Zhaoyang Zuo

and 5 more

To improve the accuracy of identifying armor damage points in battlefield environments, we developed an advanced semantic segmentation model based on SegNet, tailored specifically for segmenting damage points in armor images. The original SegNet model exhibited limitations, such as unclear segmentation and feature loss during armor image processing. To address these issues, we integrated the DenseNet architecture, which facilitates direct connections between feature maps across different network layers. This innovation enables efficient reuse of image features, significantly enhancing segmentation accuracy. Our improved model demonstrates greater flexibility in feature utilization compared to traditional architectures like U-Net and Fully Convolutional Networks (FCN), allowing for effective integration and transmission of feature information across layers.
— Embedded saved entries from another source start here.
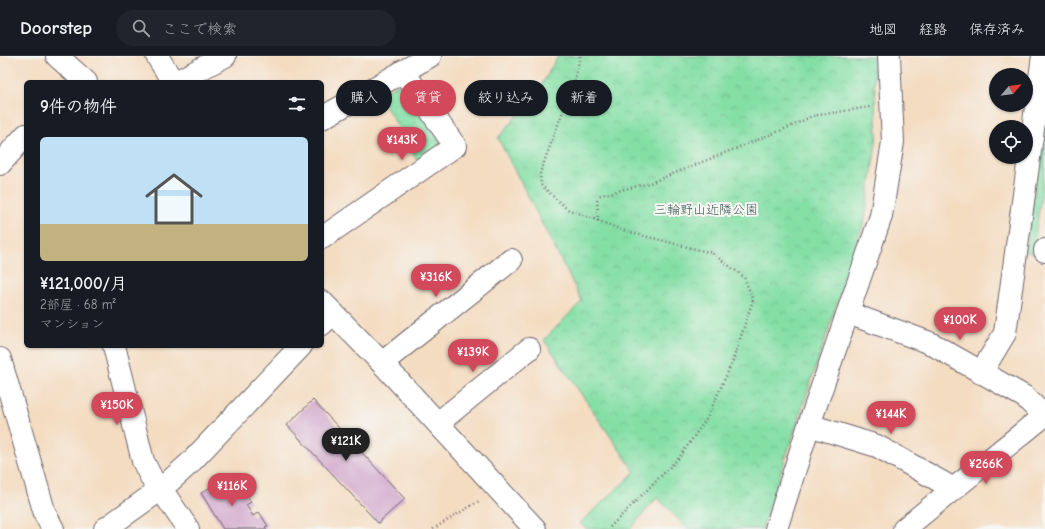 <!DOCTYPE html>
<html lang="ja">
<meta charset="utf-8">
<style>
:root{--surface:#171b24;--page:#20242c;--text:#f1f3f6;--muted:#9ea1a6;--line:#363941;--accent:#d1495b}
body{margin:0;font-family:"Comic Neue","Klee One",sans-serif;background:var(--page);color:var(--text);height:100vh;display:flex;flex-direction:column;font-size:15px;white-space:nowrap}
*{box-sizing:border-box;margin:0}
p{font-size:13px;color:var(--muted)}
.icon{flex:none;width:22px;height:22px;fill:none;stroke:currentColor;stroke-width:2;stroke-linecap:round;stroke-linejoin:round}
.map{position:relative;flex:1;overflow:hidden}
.drawer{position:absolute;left:24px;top:24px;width:300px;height:268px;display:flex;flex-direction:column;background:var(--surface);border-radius:6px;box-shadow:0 1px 3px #0004}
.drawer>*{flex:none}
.banner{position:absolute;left:336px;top:24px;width:380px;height:36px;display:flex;gap:8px}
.needle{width:26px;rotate:62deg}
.tools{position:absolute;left:989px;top:12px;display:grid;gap:8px}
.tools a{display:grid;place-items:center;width:44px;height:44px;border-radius:50%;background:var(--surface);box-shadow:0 1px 3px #0004;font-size:20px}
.price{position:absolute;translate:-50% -34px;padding:0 9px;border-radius:14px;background:var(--accent);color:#fff;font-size:13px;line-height:26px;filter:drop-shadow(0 1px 2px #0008)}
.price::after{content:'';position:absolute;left:50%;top:24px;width:12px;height:9px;margin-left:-6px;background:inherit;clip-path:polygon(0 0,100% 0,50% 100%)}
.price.on{background:#222;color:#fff}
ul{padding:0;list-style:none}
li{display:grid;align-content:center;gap:8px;height:212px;padding:0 16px}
li span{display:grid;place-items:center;height:124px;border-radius:6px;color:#555}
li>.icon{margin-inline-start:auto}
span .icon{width:72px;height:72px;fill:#fffc;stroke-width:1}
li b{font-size:17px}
h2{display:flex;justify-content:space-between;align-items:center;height:48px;padding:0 16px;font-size:17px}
.pill{padding:0 14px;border-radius:18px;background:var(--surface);box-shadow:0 1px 3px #0004;font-size:14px;line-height:36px}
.pill.on{background:var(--accent);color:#fff}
header{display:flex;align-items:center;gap:24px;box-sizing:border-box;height:56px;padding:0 20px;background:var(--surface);border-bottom:1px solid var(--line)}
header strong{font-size:19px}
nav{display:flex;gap:22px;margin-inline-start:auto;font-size:14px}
.search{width:280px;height:36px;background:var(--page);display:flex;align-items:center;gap:10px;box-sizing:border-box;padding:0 14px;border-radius:22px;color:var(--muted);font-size:15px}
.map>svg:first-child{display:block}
.park{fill:url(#park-crowns);stroke:#538070}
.building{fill:#cfa2c9}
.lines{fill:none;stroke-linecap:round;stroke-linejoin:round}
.street-casing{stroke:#6c636a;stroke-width:24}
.secondary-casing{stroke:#6c636a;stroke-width:24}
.path{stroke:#6c636a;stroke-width:2.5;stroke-dasharray:1 3;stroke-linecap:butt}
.street{stroke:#fff;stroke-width:22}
.secondary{stroke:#fff;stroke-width:22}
.labels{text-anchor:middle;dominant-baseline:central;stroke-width:4;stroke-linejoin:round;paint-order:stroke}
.park-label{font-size:13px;fill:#3f5b5b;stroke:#f6f6f2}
</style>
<header>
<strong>Doorstep</strong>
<div class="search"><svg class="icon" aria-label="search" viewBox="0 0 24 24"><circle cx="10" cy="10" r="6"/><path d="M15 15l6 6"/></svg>ここで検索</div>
<nav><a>地図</a><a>経路</a><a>保存済み</a></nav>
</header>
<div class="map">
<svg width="1045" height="473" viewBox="0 0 1045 473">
<defs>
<pattern id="park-crowns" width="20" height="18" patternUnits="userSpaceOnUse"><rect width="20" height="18" fill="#84dfa5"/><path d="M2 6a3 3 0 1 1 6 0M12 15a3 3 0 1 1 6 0" fill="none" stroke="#72bf8f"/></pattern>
</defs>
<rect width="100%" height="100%" fill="#f6f6f2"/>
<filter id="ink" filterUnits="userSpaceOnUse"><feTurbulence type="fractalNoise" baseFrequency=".025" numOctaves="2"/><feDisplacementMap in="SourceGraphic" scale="8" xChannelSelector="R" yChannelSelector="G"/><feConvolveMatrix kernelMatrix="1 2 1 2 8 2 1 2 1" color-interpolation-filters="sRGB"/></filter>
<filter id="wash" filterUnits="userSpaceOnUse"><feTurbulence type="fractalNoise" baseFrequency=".012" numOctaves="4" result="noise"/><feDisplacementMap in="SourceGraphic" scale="16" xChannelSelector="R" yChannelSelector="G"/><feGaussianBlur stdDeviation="0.9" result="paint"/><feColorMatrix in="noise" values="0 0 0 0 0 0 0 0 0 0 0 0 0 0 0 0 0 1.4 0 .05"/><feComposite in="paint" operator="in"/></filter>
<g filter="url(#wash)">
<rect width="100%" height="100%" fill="#f4dcc1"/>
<!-- park -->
<path class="park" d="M558 0H873L877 80 865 163 762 473H688L657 442 630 473H586L580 467 635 416 544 284 582 245 498 82 538 35Z
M397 28 404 31 440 84 438 93 418 106 380 40Z
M1045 54V111L1033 198 1026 195Z"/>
<g id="blocks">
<!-- building -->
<path class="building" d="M313 344 405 443 378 467 287 369Z
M225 422 229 428 236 423 241 432 239 433 242 439 245 437 251 446 246 449 253 460 259 456 268 470 265 471 267 473H223L201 437Z"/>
</g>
</g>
<g filter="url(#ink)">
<use href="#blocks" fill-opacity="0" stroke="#6c636a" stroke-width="1"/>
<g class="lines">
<!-- street casing -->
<g class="street-casing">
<path id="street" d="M157 0 173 26
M176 26 225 0
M322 62 430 0
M0 108 26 79
M322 182 455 90 403 15
M1045 194V195
M848 257 930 287 1025 341 1044 360
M322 268 333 257
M114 290 143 405 158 435
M0 303 45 458 53 473
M382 307 511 204
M981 317 1005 277 1043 0
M438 367 529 293
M809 369 877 390 954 433
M161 433 188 473
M105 473 161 433 190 407 301 290
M776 473 809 369 881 160 893 86 889 0
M904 473 1045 359"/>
</g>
<!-- secondary casing -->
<g class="secondary-casing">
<path id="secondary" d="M57 0 86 26
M322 246 382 307 535 473"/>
</g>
<!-- path -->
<path class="path" d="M580 0 575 23 540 117 541 129 567 153 628 176 712 197 744 221 753 244 732 307 707 362 679 402 608 473
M598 165 597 140 650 127 794 69 812 60 870 51
M433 473 479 445"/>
<!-- street -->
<use href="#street" class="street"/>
<!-- secondary -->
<use href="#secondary" class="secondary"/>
</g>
</g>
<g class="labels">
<!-- park labels -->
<g class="park-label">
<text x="706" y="153">三輪野山近隣公園</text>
</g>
</g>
</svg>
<div class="tools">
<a><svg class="needle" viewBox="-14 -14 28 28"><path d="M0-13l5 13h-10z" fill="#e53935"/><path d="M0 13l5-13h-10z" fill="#9ea1a6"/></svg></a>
<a><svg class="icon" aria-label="locate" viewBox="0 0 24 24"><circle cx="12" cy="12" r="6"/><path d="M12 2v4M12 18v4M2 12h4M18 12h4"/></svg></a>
</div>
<b class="price" style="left:402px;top:105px">¥143K</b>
<b class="price" style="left:436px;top:242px">¥316K</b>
<b class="price" style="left:960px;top:285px">¥100K</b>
<b class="price" style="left:473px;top:317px">¥139K</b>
<b class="price" style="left:117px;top:370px">¥150K</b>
<b class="price" style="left:891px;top:379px">¥144K</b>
<b class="price on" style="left:346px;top:406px">¥121K</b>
<b class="price" style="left:986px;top:429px">¥266K</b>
<b class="price" style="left:232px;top:451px">¥116K</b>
<div class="banner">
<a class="pill">購入</a>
<a class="pill on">賃貸</a>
<a class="pill">絞り込み</a>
<a class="pill">新着</a>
</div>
<section class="drawer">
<h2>9件の物件<svg class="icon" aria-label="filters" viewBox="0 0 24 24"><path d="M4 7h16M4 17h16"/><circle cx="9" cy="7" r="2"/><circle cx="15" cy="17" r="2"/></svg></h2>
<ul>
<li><span style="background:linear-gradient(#bfe0f5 70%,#c2b280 0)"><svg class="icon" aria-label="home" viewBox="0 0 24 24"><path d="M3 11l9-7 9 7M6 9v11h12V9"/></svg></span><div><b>¥121,000/月</b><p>2部屋 · 68 m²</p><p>マンション</p></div></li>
</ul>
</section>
</div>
To validate our approach, we constructed a dataset comprising images of three distinct types of armor and trained the model using the PyTorch deep learning framework. We conducted a comprehensive comparison between the original SegNet model and our enhanced version using standard evaluation metrics. The experimental results indicate that the improved model achieved a precision of 85.32%, recall of 83.87%, specificity of 84.36%, and a Dice coefficient of 84.81%. Additionally, the enhanced SegNet model demonstrated a 3.53% increase in recognition success rate compared to the original model, while maintaining similar processing times for batches of 100 images. These findings underscore the effectiveness of our model in accurately segmenting damage points under challenging battlefield conditions, thereby contributing to more reliable assessments of armor integrity and improved decision-making in military applications.